Covid changes the rules: takeaways and deliveries take off

  • 46% of French people had food delivered to them in 2020, as opposed to 40% in 2019.
  • 50% of purchases are made by regular customers
  • Home delivery now also appeals to the 35+ age group
  • during the first re-confinement, home deliveries increased by 84.30
  • during the second re-confinement, meal deliveries increased by 86.10
  • Meal deliveries will represent 20% of sales in 3 years

… and the catering industry collapses

  • during the 1st lockdown (April 2020), restaurant purchases (takeaways) collapsed by 76.9%
  • the period between 2 waves was the least dramatic (-12%)

Dark kitchens: the future of the catering industry?

French shopping statistics show that meal deliveries boomed dramatically in 2020.

It’s a huge trend. Make no mistake. It’s here to stay. The often-unsuccessful attempts by traditional restaurateurs to do takeaways should not obscure the reality. The growing share of Millennials in the workforce will only reinforce this trend.

In this perspective, dark kitchens could well be the future of meal deliveries and catering.

evolution of take away and restaurants before and during covid crisis in France


credits: Shutterstock

Advantages of dark kitchens

I have already discussed several years ago what was, at the time, only a marginal phenomenon, still largely hidden. Dark kitchens have since become a profit-making tool like any other, a business model in its own right.

They have obvious advantages from a financial point of view and are therefore attracting the interest of investors:

  • infrastructure costs are reduced thanks to the rationalization of space
  • fixed costs are transformed into variable costs: the manager is no longer bound by a long lease or by purchasing a storefront.
  • some dark kitchens can be transported closer to the customers

Sushi, pizza, and burgers are the star dishes in takeaways.
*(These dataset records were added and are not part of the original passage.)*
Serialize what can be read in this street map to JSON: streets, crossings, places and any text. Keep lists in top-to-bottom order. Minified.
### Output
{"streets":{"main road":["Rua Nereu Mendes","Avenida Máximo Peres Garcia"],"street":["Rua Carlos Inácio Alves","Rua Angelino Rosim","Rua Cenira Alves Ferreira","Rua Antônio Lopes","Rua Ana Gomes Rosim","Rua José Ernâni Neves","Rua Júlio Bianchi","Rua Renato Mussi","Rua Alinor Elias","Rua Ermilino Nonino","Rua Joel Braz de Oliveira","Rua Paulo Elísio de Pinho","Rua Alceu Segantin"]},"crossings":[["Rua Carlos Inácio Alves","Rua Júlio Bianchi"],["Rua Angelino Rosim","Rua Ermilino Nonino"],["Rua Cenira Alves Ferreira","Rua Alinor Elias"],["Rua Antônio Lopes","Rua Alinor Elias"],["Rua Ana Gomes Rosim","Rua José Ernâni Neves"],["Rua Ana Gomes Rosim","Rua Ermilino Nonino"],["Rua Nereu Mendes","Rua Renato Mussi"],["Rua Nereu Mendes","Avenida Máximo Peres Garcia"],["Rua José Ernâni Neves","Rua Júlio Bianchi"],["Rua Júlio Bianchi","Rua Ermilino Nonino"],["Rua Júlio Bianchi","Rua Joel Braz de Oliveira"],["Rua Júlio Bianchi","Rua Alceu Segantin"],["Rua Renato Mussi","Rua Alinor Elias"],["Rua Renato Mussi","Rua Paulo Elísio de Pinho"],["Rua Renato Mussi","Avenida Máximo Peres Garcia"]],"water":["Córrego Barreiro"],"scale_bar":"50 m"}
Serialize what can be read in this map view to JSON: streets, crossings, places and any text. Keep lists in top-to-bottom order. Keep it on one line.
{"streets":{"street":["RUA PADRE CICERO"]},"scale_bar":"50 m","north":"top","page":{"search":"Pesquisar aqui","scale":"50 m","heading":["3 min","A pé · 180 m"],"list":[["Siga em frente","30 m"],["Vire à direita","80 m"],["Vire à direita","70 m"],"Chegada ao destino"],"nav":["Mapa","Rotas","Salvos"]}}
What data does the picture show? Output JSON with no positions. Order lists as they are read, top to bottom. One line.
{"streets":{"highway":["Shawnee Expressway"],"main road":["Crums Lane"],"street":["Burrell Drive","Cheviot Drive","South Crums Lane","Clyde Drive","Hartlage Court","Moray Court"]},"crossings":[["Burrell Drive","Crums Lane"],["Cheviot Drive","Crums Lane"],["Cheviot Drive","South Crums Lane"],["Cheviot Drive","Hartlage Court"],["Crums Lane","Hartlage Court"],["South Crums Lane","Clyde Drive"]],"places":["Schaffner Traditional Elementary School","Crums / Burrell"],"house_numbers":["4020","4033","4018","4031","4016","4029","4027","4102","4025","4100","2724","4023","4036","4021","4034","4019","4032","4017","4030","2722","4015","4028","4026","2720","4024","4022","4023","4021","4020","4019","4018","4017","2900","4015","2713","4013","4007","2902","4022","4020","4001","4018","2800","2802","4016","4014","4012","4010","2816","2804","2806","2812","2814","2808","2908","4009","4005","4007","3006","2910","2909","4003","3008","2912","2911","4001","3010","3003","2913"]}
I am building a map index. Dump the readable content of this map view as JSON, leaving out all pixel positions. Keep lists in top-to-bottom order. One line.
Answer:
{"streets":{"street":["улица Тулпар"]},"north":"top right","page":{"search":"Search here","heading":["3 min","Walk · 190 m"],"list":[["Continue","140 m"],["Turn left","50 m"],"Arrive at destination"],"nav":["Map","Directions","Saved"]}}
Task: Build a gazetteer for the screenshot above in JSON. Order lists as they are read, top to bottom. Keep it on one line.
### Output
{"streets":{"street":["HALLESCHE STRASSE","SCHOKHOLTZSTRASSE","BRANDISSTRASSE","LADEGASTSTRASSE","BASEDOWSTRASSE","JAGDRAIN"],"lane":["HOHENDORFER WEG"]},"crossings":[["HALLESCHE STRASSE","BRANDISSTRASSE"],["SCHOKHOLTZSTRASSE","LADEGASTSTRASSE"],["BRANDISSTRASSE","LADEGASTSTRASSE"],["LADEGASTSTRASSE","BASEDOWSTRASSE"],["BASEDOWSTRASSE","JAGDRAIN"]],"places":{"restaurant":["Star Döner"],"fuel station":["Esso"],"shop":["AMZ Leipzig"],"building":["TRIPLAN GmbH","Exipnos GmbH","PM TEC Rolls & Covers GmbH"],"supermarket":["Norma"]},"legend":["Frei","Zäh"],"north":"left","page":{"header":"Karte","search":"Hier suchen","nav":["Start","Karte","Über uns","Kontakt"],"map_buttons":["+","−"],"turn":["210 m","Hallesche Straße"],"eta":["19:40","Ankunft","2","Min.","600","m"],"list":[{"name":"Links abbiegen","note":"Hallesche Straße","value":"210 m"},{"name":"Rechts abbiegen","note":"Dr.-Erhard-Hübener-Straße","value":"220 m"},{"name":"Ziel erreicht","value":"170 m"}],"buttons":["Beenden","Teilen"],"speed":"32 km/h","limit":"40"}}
The appetite for these quickly “industrialized” dishes should strengthen investors’ desire for dark kitchens. The “classic” restaurant owners will be in for a treat. If the latter want to sell in “takeaway” or through deliverymen, a reflection must be initiated on the proposed dishes.


Dark kitchens, symbols of a society that never stops accelerating

Dark kitchens are also indicative of the times in which we live. Let me take a step back and suggest a parallel.

The workers in Metropolis (1927) move out of sight, in underground tunnels.

In the film Metropolis (1927), workers work underground to make life possible for their “masters. They power the machines that keep the city running.

Today, an army of “blue-collar” workers also works to feed (literally and figuratively) the “white-collar” workers.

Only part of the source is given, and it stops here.